Nu het zo belangrijke Partijcongres binnen minder dan zes maanden in aantocht is, blijft het handhaven van de stabiliteit de allerhoogste prioriteit voor Xi en de Chinese overheid.

Dit betekent echter niet noodzakelijk dat China alles uit de kast zal halen om de economische groei te stimuleren. Behoud van stabiliteit is in feite codetaal voor het behoud van de legitimiteit van de blijvende eenpartijheerschappij van de CCP over China. Gemeenschappelijke welvaarten de bestrijding van corruptie, armoede en vervuiling zijn een paar elementen van het behoud van stabiliteit in Xi's taxonomie. ​ Het nieuwe ontwikkelingsmodel dat in 2020 werd ingevoerd, blijft prominent aanwezig in de grote visie van Xi en dus in de beleidsformulering.

Er zijn stimuleringsmaatregelen uitgerold en er komen er nog meer op het vlak van het monetair beleid, het fiscaal beleid, de versoepeling van het harde optreden tegen de vastgoedsector en de betere zichtbaarheid van de regelgeving voor de internetsector, maar de omvang en het tempo ervan zullen worden afgetoetst.

De Chinese overheid hoedt zich ervoor om een nieuwe ronde van buitensporige hefboomwerking en speculatieve zeepbellen te ontketenen met grootschalige monetaire versoepeling of het opnieuw opblazen van de vastgoedzeepbel. Een nieuwe configuratie van het evenwicht tussen staats- en privaat kapitaal is een centraal principe van de ideologie van de CCP onder secretaris-generaal Xi. De Chinese overheid zal waarschijnlijk zorgen voor meer zichtbaarheid en richtlijnen en zal een aantal onzekerheden inzake de regelgeving voor internet- en e-commercegiganten wegnemen. Het is echter zeer onwaarschijnlijk dat de regelgeving aanzienlijk zal worden teruggedraaid.

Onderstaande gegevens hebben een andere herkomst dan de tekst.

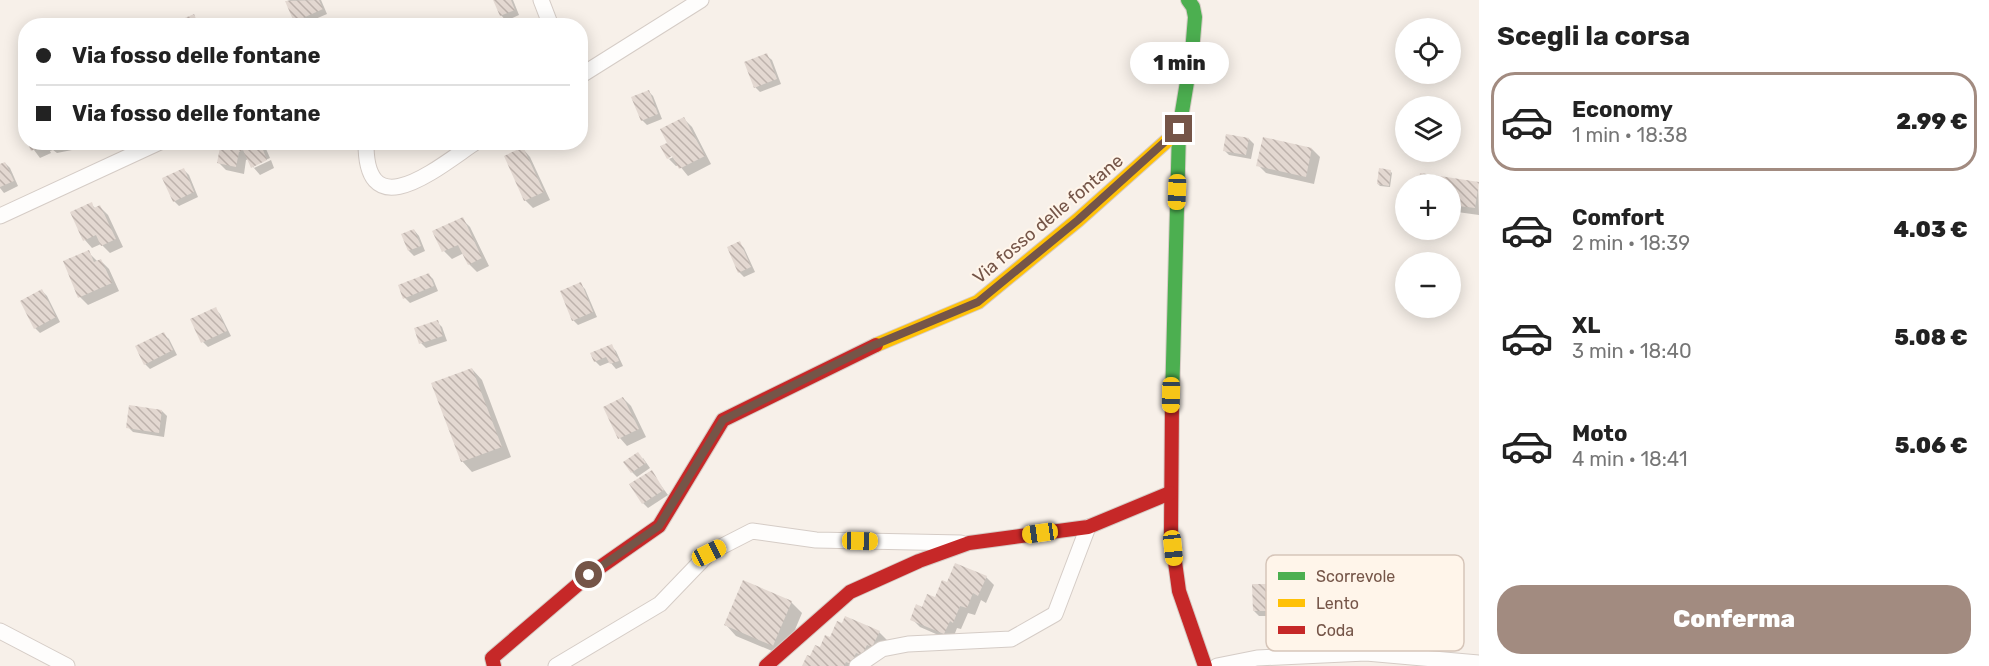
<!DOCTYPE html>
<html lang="it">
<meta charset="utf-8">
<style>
:root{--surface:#fff;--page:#f2f2f2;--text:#222;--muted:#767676;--line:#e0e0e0;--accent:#a28b80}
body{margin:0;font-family:Rubik,sans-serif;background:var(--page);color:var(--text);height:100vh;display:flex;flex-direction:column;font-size:22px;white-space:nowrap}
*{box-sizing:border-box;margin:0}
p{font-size:20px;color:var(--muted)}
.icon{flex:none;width:33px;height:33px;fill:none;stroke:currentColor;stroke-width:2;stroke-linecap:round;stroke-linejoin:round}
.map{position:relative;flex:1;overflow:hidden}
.details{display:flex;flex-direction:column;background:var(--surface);width:510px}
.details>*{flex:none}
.banner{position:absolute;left:18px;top:18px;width:570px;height:132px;border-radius:24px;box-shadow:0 3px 15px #0003;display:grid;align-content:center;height:132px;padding:0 18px;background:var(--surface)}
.controls{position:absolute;left:1395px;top:18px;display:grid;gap:12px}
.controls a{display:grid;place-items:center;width:66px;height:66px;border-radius:50%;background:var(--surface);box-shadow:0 3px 15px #0003;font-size:30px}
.end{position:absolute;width:27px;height:27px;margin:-14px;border:8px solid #755548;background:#fff;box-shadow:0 0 0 3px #fff}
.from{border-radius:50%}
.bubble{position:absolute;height:42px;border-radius:21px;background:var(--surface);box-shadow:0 3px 15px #0003;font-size:20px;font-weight:800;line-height:42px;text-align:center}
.car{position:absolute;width:18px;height:36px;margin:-18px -9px;border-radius:8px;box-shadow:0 0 4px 2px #0007;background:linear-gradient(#f5c518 24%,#345 0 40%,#f5c518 0 76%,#345 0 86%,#f5c518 0)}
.banner b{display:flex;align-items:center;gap:21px;height:57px;font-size:22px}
.banner b+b{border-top:2px solid var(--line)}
.banner i{width:15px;height:15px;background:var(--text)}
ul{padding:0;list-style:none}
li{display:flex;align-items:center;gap:18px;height:99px;margin:0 12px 9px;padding:0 6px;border:3px solid transparent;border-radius:24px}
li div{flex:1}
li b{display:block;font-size:22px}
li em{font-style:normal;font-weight:800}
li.active{border-color:var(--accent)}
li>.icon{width:54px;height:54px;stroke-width:1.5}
h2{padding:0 18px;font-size:27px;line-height:72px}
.primary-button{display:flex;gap:12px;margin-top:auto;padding:12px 18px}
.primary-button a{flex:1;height:69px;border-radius:24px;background:var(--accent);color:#fff;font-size:24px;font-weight:800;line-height:69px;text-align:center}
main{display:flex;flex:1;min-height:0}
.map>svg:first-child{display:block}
.shadow{fill:#0003}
.building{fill:url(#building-back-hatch)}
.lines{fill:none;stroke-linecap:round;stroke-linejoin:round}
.street-casing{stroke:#d5ccc6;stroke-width:17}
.fast-casing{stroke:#d6ccc6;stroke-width:16}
.slow-casing{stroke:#d6ccc6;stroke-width:16}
.jam-casing{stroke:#d6ccc6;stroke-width:16}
.street{stroke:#fefdfc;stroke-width:15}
.fast{stroke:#4caf50;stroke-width:14}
.slow{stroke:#ffc107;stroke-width:14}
.jam{stroke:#c62828;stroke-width:14}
.route{stroke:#755548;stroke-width:8}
.labels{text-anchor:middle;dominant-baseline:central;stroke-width:4.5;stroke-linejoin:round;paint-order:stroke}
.street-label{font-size:18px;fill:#755548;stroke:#fff5ea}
.key{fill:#fff5ea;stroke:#d6c5b9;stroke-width:1.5}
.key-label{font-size:16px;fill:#755548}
</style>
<main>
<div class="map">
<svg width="1479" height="666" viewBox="0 0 1479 666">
<defs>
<pattern id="building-back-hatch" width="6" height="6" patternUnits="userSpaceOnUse" patternTransform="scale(1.5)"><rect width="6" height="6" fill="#e3d8d1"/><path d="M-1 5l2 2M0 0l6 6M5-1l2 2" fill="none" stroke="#bdb2ac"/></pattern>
</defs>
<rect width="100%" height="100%" fill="#f7f0e9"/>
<g class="shadow">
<path d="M290,0H321L327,14L299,26L295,21L287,1Z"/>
<path d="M495,0H513L519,15L506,21L501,15Z"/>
<path d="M766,55L772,60L781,84L760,92L755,87Z"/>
<path d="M648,91L653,96L662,119L647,125L642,120Z"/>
<path d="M684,119L692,127L711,164L688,176L679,165L676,166L669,159L680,154L669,156V159L662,147L669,143Z"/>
<path d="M1249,139L1254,144L1251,159L1229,155L1224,150Z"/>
<path d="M1264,139L1312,149L1320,157L1314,184L1266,173L1258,165Z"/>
<path d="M28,142H73V143L70,144L72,150L57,153L53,150L50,151L51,153L40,158Z"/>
<path d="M222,142H263L270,158L254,165V168L249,159L246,160L244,174L226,170L218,162Z"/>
<path d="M523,149L530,157L550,200L533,208L525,200Z"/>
<path d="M271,160L274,168L260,175L254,168Z"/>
<path d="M5,163L10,168L18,186L4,193L0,188V165Z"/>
<path d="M184,170L189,175L198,197L179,206L174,201Z"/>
<path d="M1390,171L1392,173L1390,187L1380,186L1378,184Z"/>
<path d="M1421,175L1478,183L1479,215L1450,211V184H1419Z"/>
<path d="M91,204L96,209L100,207L108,215L123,247L110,253L101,244L92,248L85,240Z"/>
<path d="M462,219L470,227L489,266L477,272L469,264L464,253L452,259L444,251Z"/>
<path d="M414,230L419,236L425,251L414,256L409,251L403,235Z"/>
<path d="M739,243L744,248L755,272L744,277L739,272Z"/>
<path d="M88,252L98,262L101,261L109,269L119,291L88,305L80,297Z"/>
<path d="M428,274L433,279L438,291L410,303L405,298Z"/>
<path d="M580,284L585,289L597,317L578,325L573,320Z"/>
<path d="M42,291L47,296L60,322L40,333L35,328Z"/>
<path d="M215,309L220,314L231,336L208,347L203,342Z"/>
<path d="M437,322L442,327L447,341L426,348L421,343Z"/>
<path d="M163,334L169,339L177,355L150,369L145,364Z"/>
<path d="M611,346L616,351L623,366L616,369L610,362L600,366L595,361Z"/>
<path d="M472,369L482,380L511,457L472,472L462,461Z"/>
<path d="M623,398L631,406L646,437L627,446L620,438Z"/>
<path d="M162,411L167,416L164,437L133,432L128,427Z"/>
<path d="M643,458L650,468L637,477L632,472Z"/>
<path d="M651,472L668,495L648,508L643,503Z"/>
<path d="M986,577L994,585L986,603L981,600L975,615L968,613L961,629L957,628L952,641L920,627L912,619L922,609L936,599L948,584Z"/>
<path d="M1269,585L1274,590V616H1259L1254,611Z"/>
<path d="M791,602L802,613L784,656L736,636L726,625Z"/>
<path d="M879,632L889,642L878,654L873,665L867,662L865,666H804L831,639Z"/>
</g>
<g class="building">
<path d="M319,0L323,9L294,22L285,1Z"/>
<path d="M493,0H511L515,10L500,16Z"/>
<path d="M194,14L199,26H181L178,21Z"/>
<path d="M767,53L777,79L754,88L744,62Z"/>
<path d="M649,90L658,114L641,121L631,97Z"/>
<path d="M684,117L705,156L679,169L672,156L667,159L660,146L667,143L660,129Z"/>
<path d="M26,128V143L20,131Z"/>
<path d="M1226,134L1249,138L1246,155L1223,151Z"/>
<path d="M1263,137L1312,148L1306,177L1256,166Z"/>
<path d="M27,142H44V145L31,151Z"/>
<path d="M221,142H260L267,160L251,168L243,150L239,152L236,167L217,163Z"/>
<path d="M523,147L544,192L524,201L504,156Z"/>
<path d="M5,162L14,181L0,187V164Z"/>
<path d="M184,168L194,192L173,202L162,178Z"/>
<path d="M1379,168L1391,170L1389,186L1377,184Z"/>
<path d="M1420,173L1479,182L1475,208L1450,205V184H1418Z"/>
<path d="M92,202L94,208L100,205L116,239L101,246L96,235L83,241L70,212Z"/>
<path d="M463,217L482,258L468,265L458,245L442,252L432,231Z"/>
<path d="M414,229L421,246L408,251L401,234Z"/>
<path d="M740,241L751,267L738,273L727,247Z"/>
<path d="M89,250L94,262L101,259L112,283L78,298L63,261Z"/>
<path d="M429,273L434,286L403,299L398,285Z"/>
<path d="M581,282L593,312L572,321L560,291Z"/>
<path d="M42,289L56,317L34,329L20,301Z"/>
<path d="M216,307L227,331L201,343L190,319Z"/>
<path d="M438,320L443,336L419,344L414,328Z"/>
<path d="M164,332L173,350L144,365L135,346Z"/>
<path d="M612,344L619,361L610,364L606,357L594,362L590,353Z"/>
<path d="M472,368L502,447L461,462L431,383Z"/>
<path d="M623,397L639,429L618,439L603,407Z"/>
<path d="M129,405L162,410L159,433L126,428Z"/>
<path d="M638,452L646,463L631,473L623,462Z"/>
<path d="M652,470L664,490L642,504L629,484Z"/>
<path d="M955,563L987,576L978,596L973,593L967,608L960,606L953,623L950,621L944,634L910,620L916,604L922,607L927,594L935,597L942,580L947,582Z"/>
<path d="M743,580L792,601L773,646L724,625Z"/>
<path d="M1252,584H1269L1270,611H1253Z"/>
<path d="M845,616L880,631L872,647L867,645L862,655L856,653L851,664L846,662L844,666H802L807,655L810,656L815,645L820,647L825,635L830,637L837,621L842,623Z"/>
</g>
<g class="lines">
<g class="street-casing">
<g id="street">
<path d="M541,0L551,26"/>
<path d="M580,76L701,0"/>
<path d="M366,142C365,231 441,165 476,142"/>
<path d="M0,216L160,142"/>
<path d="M0,631L67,666"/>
<path d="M556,666L660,604L709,553L752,531L816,540L961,543"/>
<path d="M857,666L882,649L908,644L1011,639L1055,614L1088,527"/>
<path d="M1217,666L1257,658L1366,653L1479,663"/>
</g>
</g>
<g class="fast-casing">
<path id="fast" d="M1172,402L1179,130L1192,52L1195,17L1193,7L1188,0"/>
</g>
<g class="slow-casing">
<path id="slow" d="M876,345L978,302L1078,220L1179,130"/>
</g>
<g class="jam-casing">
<g id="jam">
<path d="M1172,402L1171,533L1179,591L1205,666"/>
<path d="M494,666L492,658L589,575L659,526L723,420L876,345"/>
<path d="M766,666L850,592L919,561L969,543L1088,527L1170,493"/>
</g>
</g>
<use href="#street" class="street"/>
<use href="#fast" class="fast"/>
<use href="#slow" class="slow"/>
<use href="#jam" class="jam"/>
</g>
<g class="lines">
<path class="route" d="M589,575L659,526L723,420L872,346L978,302L1078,220L1179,129"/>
</g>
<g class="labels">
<g class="street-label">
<text transform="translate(1048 219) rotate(-40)">Via fosso delle fontane</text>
</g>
</g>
<rect x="1266" y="555" width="198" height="96" rx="9" class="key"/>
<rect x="1278" y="572" width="27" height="8" fill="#4caf50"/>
<rect x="1278" y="599" width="27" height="8" fill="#ffc107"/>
<rect x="1278" y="626" width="27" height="8" fill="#c62828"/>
<g class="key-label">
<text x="1316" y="582">Scorrevole</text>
<text x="1316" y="609">Lento</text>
<text x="1316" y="636">Coda</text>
</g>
</svg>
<div class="controls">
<a><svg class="icon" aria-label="locate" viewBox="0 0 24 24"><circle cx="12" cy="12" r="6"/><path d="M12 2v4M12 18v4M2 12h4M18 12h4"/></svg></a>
<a><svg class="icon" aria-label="layers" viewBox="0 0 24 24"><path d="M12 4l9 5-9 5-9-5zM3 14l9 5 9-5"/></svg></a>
<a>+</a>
<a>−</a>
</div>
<i class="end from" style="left:589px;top:575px"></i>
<i class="end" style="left:1179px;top:129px"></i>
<div class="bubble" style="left:1130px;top:42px;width:99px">1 min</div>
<i class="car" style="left:1177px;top:192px;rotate:182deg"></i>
<i class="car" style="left:1171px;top:395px;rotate:181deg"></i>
<i class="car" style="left:1040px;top:533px;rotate:262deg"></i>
<i class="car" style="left:860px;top:541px;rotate:91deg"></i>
<i class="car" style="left:1173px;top:548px;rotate:174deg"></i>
<i class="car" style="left:709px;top:553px;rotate:63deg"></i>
<div class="banner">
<b><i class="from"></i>Via fosso delle fontane</b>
<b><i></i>Via fosso delle fontane</b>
</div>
</div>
<section class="details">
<h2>Scegli la corsa</h2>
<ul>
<li class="active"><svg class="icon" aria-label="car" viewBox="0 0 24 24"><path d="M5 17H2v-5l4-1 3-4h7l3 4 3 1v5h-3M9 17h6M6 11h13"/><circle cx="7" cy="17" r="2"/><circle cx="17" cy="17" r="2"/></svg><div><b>Economy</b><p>1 min · 18:38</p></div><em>2.99 €</em></li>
<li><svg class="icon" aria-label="car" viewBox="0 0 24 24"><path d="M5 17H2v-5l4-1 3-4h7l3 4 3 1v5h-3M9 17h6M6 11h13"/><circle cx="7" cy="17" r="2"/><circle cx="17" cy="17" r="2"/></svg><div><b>Comfort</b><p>2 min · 18:39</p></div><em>4.03 €</em></li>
<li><svg class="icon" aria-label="car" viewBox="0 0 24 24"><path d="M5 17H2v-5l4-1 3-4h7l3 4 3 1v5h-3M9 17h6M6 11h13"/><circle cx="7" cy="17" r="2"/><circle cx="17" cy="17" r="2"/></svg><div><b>XL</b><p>3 min · 18:40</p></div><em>5.08 €</em></li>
<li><svg class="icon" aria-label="car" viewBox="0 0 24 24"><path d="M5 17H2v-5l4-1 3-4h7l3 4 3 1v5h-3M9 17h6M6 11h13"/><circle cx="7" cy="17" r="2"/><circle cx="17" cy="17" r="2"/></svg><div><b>Moto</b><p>4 min · 18:41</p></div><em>5.06 €</em></li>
</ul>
<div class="primary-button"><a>Conferma</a></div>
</section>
</main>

De weg van de minste weerstand die China moet bewandelen om zijn economie te stabiliseren en de werkloosheid onder controle houden, bestaat in infrastructuuruitgaven. In april heeft Xi opgeroepen tot het bouwen van meer infrastructuur, vooral dan voor vervoer, energie, wateropslag, 5G, cloud computing en datacenters, zeer hoge spanning, artificiële intelligentie en het industriële 'internet of things'.

Potentiële bovenmaatse prestaties in het derde kwartaal, maar wel nog steeds in een baissemarkt

Divergentie in het beleid, een soepele houding en weinig veeleisende waardering kunnen wijzen in de richting van mogelijke bovenmaatse prestaties van Chinese aandelen in het derde kwartaal in vergelijking met andere grote markten. Er kunnen zich in de komende maanden oplevingen van verhandelbare effecten voordoen waarvan traders kunnen profiteren. China bevindt zich echter nog steeds in de overgangsfase naar een nieuw ontwikkelingsmodel. Het heeft te kampen met een verslechterende ruilvoet, steeds krappere wereldwijde financiële voorwaarden en een tragere wereldeconomie, en het staat voor een onzekere ontwikkeling op het vlak van pandemiebeheersing. Chinese aandelen kunnen zich nog steeds in een baissemarkt bevinden en langetermijnbeleggers moeten geduld oefenen bij het opbouwen van hun posities.